What are the aims of landscape architecture? Q&A
Question What are the aims of landscape architecture?
Short answer. They’re Vitruvian. Landscape architects aim to make places with good functional, ecological and visual qualities.
Longer answer: This video is a short history of the desire to find and arrange landscapes for human use and enjoyment.
These aims can be glimpsed in cave paintings from 20 and 30,000 years ago. Rough cave walls seem to be landscapes. Wild animals seem to hunted and painted for functional, aesthetic and spiritual reasons. You could call these intentions ‘Vitruvian’ – and they are found in the early records of settlements.
The archaeological remains of the earliest cities, humanised landscapes, and gardens date from about 10,000 years ago when, presumably, sites for settlements and ceremonies were chosen on the basis of landscape assessments.
Landscape architecture became an organised profession in the nineteenth century and an international profession in the 20th century.
A version of this video was published on Youtube in 2019 as The story of landscape architecture. It’s not a history of named designers or of design styles but you can find an outline of these stories in two sibling videos:
- One is a short history of western landscape architecture as an art of ‘design on the land’. The approach is art-historical and it uses style diagrams to summarise the history of designed gardens and their influence on the design of cities and landscapes.
- The other is a video about twenty of the great people in the history of landscape architecture – ten from the east and ten from the west. The lists include kings, queens, emperors, religious leaders AND the trained professional designers who are now carrying the art forwards. Most of the examples are gardens, which I think of in Vitruvian terms: uses, functions and art.

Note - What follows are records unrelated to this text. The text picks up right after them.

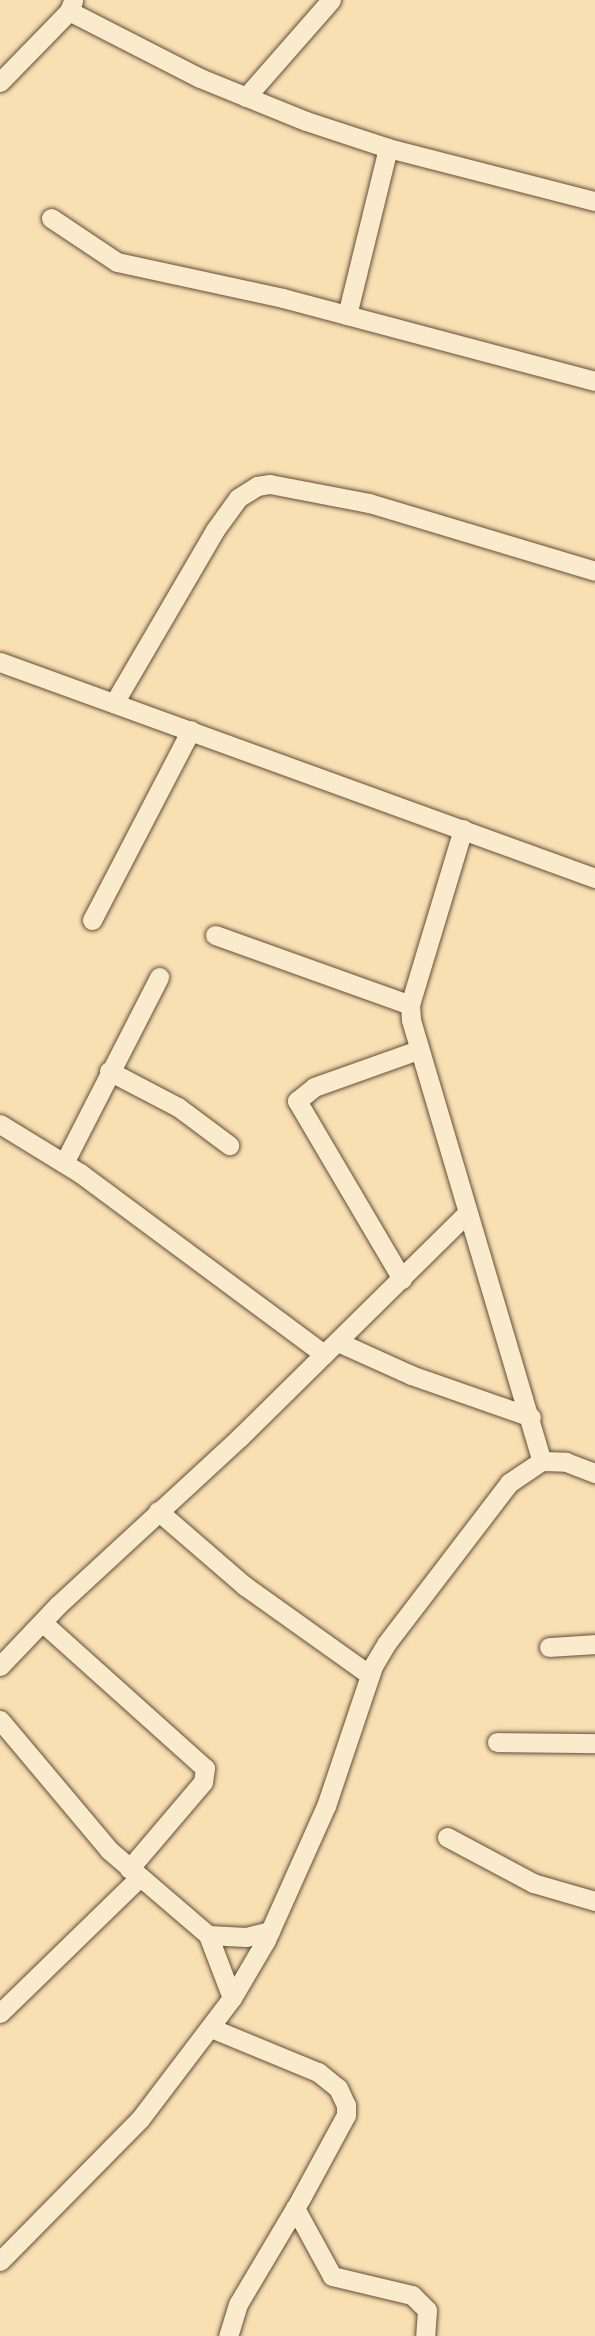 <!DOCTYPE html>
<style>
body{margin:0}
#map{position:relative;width:595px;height:2336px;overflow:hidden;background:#f8e0b2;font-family:"Libre Bodoni",serif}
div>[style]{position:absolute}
.roads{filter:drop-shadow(0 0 2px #644d3b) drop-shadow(0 0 2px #644d3b)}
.minor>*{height:19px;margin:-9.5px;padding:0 9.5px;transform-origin:9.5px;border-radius:9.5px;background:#faebcd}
span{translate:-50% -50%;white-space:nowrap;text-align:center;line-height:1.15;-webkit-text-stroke:5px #faebcd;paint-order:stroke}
</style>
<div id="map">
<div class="roads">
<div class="minor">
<i style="left:69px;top:11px;width:147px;rotate:27.1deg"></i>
<i style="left:200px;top:78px;width:114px;rotate:22.1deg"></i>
<i style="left:306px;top:121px;width:86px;rotate:18.2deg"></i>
<i style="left:388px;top:148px;width:214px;rotate:14.4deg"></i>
<i style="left:0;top:82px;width:99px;rotate:-45.8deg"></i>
<i style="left:69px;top:11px;width:11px;rotate:-68deg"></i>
<i style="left:246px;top:97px;width:129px;rotate:-48.8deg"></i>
<i style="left:51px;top:218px;width:79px;rotate:33.7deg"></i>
<i style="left:117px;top:262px;width:170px;rotate:12.2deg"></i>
<i style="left:283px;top:298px;width:323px;rotate:14.9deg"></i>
<i style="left:347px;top:315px;width:172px;rotate:-76.2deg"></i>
<i style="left:0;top:662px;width:633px;rotate:19.95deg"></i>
<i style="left:114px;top:703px;width:200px;rotate:-59.7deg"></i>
<i style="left:215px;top:530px;width:39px;rotate:-54deg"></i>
<i style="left:238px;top:498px;width:22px;rotate:-32deg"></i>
<i style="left:257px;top:486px;width:13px;rotate:-9deg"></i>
<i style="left:270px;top:484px;width:101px;rotate:10.9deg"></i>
<i style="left:369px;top:503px;width:236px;rotate:16.7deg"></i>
<i style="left:463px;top:829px;width:184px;rotate:106.8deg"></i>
<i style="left:410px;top:1005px;width:15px;rotate:86deg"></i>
<i style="left:411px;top:1020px;width:460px;rotate:73.5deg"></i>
<i style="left:92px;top:920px;width:214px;rotate:-62.5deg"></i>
<i style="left:215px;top:935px;width:207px;rotate:19.7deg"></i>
<i style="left:109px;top:1071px;width:78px;rotate:27.6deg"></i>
<i style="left:178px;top:1107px;width:64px;rotate:36.7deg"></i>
<i style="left:0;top:1124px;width:94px;rotate:31.5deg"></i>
<i style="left:80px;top:1173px;width:304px;rotate:36.6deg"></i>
<i style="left:64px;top:1163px;width:209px;rotate:-62.9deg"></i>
<i style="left:402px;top:1279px;width:207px;rotate:-120.5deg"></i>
<i style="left:297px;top:1101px;width:22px;rotate:-39deg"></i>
<i style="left:314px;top:1087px;width:110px;rotate:-19.6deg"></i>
<i style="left:338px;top:1342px;width:80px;rotate:24.3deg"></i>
<i style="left:411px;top:1375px;width:127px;rotate:19.3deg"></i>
<i style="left:158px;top:1511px;width:115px;rotate:40.8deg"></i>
<i style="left:245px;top:1586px;width:153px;rotate:35.5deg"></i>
<i style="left:42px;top:1622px;width:219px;rotate:41.9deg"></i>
<i style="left:205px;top:1768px;width:14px;rotate:98deg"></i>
<i style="left:203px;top:1782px;width:114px;rotate:130.4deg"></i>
<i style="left:549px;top:1647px;width:46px;rotate:-3.7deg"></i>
<i style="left:0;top:1666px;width:84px;rotate:-46.4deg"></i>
<i style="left:58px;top:1605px;width:248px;rotate:-42.7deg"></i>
<i style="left:240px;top:1437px;width:317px;rotate:-44.6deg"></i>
<i style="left:0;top:1720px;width:170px;rotate:50deg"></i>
<i style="left:109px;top:1850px;width:130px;rotate:40.6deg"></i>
<i style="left:208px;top:1935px;width:67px;rotate:69.1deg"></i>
<i style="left:497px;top:1742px;width:98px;rotate:0.6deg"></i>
<i style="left:447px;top:1837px;width:98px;rotate:28.1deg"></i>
<i style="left:533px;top:1883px;width:65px;rotate:16.2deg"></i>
<i style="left:208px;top:1935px;width:38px;rotate:3deg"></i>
<i style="left:246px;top:1937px;width:25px;rotate:-14deg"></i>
<i style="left:0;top:2013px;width:194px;rotate:-44.2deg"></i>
<i style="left:211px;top:2028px;width:116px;rotate:22.4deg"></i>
<i style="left:318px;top:2072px;width:26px;rotate:39deg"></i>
<i style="left:338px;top:2088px;width:19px;rotate:65deg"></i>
<i style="left:346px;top:2105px;width:10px;rotate:90deg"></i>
<i style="left:346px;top:2115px;width:94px;rotate:118.5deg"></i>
<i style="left:301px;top:2198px;width:123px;rotate:120.7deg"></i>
<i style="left:238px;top:2304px;width:34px;rotate:107deg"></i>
<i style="left:295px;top:2208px;width:77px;rotate:61.4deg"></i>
<i style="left:332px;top:2276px;width:82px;rotate:13.4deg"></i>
<i style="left:412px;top:2295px;width:21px;rotate:45deg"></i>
<i style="left:427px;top:2310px;width:26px;rotate:94deg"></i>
<i style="left:0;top:2261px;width:199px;rotate:-45.4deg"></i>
<i style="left:140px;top:2119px;width:152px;rotate:-52.8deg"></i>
<i style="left:232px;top:1998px;width:67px;rotate:-59.6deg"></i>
<i style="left:266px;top:1940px;width:147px;rotate:-65.9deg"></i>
<i style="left:326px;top:1806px;width:148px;rotate:-71.4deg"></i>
<i style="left:373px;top:1666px;width:26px;rotate:-59deg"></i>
<i style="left:386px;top:1644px;width:203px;rotate:-52.6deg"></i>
<i style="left:509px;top:1483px;width:40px;rotate:-34deg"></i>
<i style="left:542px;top:1461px;width:24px;rotate:2deg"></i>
<i style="left:566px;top:1462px;width:31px;rotate:21deg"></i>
</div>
</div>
</div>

There are links to these videos at the end of this video and there are answers to other questions in the Q&A section of the landscapearchitecture.org.uk website.
What are the 5 primary elements of landscape architecture and landscape design?

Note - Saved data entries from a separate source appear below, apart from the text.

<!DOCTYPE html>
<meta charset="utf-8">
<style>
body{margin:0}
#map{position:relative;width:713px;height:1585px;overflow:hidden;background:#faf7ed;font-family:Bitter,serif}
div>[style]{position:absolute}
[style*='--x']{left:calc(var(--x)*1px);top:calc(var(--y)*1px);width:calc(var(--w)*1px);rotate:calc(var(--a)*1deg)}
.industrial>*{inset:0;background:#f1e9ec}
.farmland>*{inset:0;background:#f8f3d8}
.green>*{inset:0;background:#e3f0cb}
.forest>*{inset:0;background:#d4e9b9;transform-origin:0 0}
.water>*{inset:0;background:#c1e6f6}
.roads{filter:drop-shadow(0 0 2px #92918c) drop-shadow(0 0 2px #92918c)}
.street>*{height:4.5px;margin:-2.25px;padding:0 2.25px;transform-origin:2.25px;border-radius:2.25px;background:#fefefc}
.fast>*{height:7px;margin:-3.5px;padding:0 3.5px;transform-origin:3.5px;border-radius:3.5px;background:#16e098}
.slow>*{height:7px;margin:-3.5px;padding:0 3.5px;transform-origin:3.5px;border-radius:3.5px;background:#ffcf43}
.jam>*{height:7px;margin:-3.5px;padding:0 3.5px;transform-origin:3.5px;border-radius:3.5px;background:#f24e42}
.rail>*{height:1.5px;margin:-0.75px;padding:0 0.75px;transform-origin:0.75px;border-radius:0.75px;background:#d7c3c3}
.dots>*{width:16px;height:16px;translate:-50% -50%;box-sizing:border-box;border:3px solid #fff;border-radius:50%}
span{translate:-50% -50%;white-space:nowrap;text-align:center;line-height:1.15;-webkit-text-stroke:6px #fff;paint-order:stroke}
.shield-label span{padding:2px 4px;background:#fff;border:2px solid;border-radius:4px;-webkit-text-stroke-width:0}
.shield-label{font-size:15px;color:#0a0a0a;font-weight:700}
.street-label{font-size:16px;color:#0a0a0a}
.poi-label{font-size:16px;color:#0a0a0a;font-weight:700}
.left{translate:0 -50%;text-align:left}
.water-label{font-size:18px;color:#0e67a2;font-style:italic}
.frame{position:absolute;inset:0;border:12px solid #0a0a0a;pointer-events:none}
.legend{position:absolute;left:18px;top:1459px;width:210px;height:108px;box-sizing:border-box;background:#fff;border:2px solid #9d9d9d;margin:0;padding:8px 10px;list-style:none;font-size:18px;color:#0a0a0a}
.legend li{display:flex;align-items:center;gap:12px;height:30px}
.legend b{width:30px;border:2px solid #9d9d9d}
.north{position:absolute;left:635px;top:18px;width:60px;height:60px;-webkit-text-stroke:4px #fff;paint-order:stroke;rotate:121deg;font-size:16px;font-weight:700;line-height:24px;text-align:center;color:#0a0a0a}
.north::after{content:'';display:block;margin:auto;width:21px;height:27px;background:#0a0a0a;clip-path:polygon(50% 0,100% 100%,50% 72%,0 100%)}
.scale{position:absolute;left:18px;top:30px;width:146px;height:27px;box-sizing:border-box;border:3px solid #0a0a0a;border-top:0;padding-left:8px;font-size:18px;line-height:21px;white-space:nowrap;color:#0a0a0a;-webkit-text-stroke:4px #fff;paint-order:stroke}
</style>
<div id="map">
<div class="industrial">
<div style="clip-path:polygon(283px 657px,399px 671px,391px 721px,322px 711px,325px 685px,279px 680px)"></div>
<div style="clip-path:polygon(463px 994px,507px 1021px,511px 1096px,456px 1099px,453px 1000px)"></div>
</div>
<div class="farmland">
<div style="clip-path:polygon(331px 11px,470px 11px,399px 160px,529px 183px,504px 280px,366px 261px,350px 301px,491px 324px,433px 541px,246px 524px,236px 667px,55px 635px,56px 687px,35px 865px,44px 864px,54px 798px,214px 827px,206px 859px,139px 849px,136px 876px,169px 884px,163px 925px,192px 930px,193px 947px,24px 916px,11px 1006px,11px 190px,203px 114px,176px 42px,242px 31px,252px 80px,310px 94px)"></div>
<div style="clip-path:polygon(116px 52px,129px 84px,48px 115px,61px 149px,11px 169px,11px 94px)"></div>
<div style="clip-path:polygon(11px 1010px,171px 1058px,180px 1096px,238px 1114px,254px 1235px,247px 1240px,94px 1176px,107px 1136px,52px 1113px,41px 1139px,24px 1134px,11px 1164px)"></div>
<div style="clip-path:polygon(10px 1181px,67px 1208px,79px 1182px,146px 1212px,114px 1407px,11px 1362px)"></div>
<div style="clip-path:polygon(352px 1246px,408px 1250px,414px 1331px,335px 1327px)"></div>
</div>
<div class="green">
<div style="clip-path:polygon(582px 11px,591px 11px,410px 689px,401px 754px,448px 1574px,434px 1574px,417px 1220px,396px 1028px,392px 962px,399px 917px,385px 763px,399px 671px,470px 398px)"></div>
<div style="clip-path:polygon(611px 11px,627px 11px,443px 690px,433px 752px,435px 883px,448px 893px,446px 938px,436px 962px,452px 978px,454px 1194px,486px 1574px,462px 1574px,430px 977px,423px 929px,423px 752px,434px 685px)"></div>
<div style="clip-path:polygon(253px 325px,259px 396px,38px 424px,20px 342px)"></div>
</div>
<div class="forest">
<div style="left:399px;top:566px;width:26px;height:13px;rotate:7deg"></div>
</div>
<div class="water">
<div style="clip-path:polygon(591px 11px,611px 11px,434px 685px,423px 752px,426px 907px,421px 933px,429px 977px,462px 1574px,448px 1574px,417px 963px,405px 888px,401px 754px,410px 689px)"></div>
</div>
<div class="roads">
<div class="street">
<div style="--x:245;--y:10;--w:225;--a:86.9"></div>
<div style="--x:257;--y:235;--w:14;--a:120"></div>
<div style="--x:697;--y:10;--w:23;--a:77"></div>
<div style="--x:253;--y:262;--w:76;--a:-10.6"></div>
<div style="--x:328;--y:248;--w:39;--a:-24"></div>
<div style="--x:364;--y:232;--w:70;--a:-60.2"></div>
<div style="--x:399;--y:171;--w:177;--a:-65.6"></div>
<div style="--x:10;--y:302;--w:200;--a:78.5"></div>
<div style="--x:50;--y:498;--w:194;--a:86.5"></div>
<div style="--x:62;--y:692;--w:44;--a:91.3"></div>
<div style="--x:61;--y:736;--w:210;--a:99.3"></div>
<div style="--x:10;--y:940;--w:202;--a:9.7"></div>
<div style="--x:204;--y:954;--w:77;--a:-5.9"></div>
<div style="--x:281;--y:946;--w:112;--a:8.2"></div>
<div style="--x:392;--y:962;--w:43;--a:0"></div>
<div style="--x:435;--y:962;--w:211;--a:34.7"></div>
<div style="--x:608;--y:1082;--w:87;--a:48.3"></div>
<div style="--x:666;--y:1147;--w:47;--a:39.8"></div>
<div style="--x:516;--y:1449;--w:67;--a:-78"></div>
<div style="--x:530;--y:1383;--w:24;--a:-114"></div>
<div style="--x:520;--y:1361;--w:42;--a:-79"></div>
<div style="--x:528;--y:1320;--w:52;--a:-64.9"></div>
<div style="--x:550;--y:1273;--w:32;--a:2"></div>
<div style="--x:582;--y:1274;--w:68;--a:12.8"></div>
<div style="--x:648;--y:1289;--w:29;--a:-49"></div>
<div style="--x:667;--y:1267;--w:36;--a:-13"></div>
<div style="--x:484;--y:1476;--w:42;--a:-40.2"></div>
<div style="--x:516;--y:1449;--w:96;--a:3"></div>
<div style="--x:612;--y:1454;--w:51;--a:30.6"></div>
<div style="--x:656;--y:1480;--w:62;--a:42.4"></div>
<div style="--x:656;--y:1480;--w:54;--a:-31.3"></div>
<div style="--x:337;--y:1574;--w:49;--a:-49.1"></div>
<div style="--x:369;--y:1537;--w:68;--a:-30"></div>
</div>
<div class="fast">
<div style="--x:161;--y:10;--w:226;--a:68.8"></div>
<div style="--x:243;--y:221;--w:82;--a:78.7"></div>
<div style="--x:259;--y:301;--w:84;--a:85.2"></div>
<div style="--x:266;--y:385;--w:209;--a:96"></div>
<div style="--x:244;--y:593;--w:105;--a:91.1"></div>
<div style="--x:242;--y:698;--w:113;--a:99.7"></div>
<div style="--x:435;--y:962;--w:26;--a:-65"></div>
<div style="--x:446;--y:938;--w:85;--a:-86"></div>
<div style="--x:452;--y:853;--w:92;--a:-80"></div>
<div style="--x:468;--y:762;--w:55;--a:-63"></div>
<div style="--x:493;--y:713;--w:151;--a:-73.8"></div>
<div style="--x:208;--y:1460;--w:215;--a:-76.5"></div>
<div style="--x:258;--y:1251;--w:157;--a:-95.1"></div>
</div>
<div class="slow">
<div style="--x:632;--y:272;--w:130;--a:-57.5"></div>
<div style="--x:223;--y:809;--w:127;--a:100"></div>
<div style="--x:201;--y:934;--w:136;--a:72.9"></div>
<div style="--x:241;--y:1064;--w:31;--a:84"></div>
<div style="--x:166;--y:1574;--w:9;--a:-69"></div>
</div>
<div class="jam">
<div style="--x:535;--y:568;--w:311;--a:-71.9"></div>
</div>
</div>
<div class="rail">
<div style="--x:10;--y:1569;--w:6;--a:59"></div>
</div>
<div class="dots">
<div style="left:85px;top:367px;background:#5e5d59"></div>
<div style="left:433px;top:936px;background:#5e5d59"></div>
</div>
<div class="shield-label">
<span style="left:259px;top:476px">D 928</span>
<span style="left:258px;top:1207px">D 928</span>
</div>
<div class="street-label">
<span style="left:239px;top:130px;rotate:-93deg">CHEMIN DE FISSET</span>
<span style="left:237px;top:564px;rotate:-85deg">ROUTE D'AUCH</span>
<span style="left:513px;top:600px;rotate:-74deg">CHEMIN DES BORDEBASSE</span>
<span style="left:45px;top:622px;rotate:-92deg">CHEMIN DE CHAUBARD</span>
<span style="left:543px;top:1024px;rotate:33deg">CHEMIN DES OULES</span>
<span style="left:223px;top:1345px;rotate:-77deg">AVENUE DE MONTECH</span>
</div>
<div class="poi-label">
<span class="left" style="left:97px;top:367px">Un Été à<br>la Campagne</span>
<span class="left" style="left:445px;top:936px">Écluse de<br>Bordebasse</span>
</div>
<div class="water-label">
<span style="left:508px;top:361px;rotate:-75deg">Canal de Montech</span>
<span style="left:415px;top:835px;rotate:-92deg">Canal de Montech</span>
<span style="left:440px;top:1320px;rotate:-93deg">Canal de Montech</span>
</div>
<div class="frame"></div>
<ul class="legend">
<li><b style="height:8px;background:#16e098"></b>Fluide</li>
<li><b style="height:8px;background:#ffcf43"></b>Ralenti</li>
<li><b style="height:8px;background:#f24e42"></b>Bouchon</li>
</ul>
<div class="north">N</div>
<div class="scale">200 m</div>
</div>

They are landform, water, planting, buildings and paving. These elements are composed to make good outdoor places which are useful, beautiful and functional.
What does a landscape architect do?
They prepare drawings to show how landform, water, planting, buildings and paving should be composed to make parks, gardens and public open space of many kinds. This work on town centres, campuses, golf courses, promenades, cycleway networks, new forests and climate change mitigation and adaptation projects.
What is the difference between a landscape architect, a landscape designer and a garden designer?
They work with the same elements (landform, water, plants and structures) but for different clients and at different scales. Landscape architects concentrate on large projects for public clients and companies, though they also design gardens. Garden designers, who sometimes use the title landscape designer, tend to work on private spaces for private clients. They are often the only designer involved, while landscape architects often work with building architects, engineers and many other consultants.